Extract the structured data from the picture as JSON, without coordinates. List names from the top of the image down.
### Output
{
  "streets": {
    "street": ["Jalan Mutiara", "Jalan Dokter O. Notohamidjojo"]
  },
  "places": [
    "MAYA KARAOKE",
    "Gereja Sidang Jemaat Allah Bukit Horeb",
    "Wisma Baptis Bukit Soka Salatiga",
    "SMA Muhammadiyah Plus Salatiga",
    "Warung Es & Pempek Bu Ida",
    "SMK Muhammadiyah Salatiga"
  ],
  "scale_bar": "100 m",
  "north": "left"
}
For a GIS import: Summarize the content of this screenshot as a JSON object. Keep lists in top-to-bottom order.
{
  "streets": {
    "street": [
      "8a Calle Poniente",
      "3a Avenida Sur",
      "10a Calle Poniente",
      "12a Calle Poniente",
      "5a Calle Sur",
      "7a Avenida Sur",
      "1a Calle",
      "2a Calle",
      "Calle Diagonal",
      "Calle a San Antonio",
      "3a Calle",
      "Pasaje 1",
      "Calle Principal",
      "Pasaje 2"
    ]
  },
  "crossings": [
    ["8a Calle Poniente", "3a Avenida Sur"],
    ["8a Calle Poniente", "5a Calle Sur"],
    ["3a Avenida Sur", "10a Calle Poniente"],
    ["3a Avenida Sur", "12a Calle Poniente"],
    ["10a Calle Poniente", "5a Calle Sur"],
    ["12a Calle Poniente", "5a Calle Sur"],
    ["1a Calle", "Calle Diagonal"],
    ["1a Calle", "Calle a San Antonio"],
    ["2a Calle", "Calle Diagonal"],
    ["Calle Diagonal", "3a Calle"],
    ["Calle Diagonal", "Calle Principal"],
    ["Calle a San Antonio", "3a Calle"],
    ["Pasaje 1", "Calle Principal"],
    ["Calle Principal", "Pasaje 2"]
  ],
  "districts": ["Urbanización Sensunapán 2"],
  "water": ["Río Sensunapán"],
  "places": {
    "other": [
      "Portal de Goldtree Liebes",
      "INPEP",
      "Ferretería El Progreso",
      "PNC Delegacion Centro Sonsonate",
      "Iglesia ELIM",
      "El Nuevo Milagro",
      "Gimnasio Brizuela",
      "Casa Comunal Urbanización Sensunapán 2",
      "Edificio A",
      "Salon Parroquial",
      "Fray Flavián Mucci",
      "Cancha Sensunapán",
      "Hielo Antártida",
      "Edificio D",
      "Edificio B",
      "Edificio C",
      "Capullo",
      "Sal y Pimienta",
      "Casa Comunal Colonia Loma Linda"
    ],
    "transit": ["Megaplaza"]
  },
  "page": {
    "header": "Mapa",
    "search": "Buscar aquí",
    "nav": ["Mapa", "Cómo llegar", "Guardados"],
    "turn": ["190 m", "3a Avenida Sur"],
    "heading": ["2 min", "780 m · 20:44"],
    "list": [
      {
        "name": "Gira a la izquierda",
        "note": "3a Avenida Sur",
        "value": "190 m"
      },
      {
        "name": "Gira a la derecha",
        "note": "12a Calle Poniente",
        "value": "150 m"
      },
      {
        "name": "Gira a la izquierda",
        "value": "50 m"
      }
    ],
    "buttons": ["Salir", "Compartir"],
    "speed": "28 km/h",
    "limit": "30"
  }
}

**WHAT IS NEEDED:** The records must be given again in full, exactly as shown.

**EXERCISE ANSWER:**
Extract the structured data from the picture as JSON, without coordinates. List names from the top of the image down.
### Output
{
  "streets": {
    "street": ["Jalan Mutiara", "Jalan Dokter O. Notohamidjojo"]
  },
  "places": [
    "MAYA KARAOKE",
    "Gereja Sidang Jemaat Allah Bukit Horeb",
    "Wisma Baptis Bukit Soka Salatiga",
    "SMA Muhammadiyah Plus Salatiga",
    "Warung Es & Pempek Bu Ida",
    "SMK Muhammadiyah Salatiga"
  ],
  "scale_bar": "100 m",
  "north": "left"
}
For a GIS import: Summarize the content of this screenshot as a JSON object. Keep lists in top-to-bottom order.
{
  "streets": {
    "street": [
      "8a Calle Poniente",
      "3a Avenida Sur",
      "10a Calle Poniente",
      "12a Calle Poniente",
      "5a Calle Sur",
      "7a Avenida Sur",
      "1a Calle",
      "2a Calle",
      "Calle Diagonal",
      "Calle a San Antonio",
      "3a Calle",
      "Pasaje 1",
      "Calle Principal",
      "Pasaje 2"
    ]
  },
  "crossings": [
    ["8a Calle Poniente", "3a Avenida Sur"],
    ["8a Calle Poniente", "5a Calle Sur"],
    ["3a Avenida Sur", "10a Calle Poniente"],
    ["3a Avenida Sur", "12a Calle Poniente"],
    ["10a Calle Poniente", "5a Calle Sur"],
    ["12a Calle Poniente", "5a Calle Sur"],
    ["1a Calle", "Calle Diagonal"],
    ["1a Calle", "Calle a San Antonio"],
    ["2a Calle", "Calle Diagonal"],
    ["Calle Diagonal", "3a Calle"],
    ["Calle Diagonal", "Calle Principal"],
    ["Calle a San Antonio", "3a Calle"],
    ["Pasaje 1", "Calle Principal"],
    ["Calle Principal", "Pasaje 2"]
  ],
  "districts": ["Urbanización Sensunapán 2"],
  "water": ["Río Sensunapán"],
  "places": {
    "other": [
      "Portal de Goldtree Liebes",
      "INPEP",
      "Ferretería El Progreso",
      "PNC Delegacion Centro Sonsonate",
      "Iglesia ELIM",
      "El Nuevo Milagro",
      "Gimnasio Brizuela",
      "Casa Comunal Urbanización Sensunapán 2",
      "Edificio A",
      "Salon Parroquial",
      "Fray Flavián Mucci",
      "Cancha Sensunapán",
      "Hielo Antártida",
      "Edificio D",
      "Edificio B",
      "Edificio C",
      "Capullo",
      "Sal y Pimienta",
      "Casa Comunal Colonia Loma Linda"
    ],
    "transit": ["Megaplaza"]
  },
  "page": {
    "header": "Mapa",
    "search": "Buscar aquí",
    "nav": ["Mapa", "Cómo llegar", "Guardados"],
    "turn": ["190 m", "3a Avenida Sur"],
    "heading": ["2 min", "780 m · 20:44"],
    "list": [
      {
        "name": "Gira a la izquierda",
        "note": "3a Avenida Sur",
        "value": "190 m"
      },
      {
        "name": "Gira a la derecha",
        "note": "12a Calle Poniente",
        "value": "150 m"
      },
      {
        "name": "Gira a la izquierda",
        "value": "50 m"
      }
    ],
    "buttons": ["Salir", "Compartir"],
    "speed": "28 km/h",
    "limit": "30"
  }
}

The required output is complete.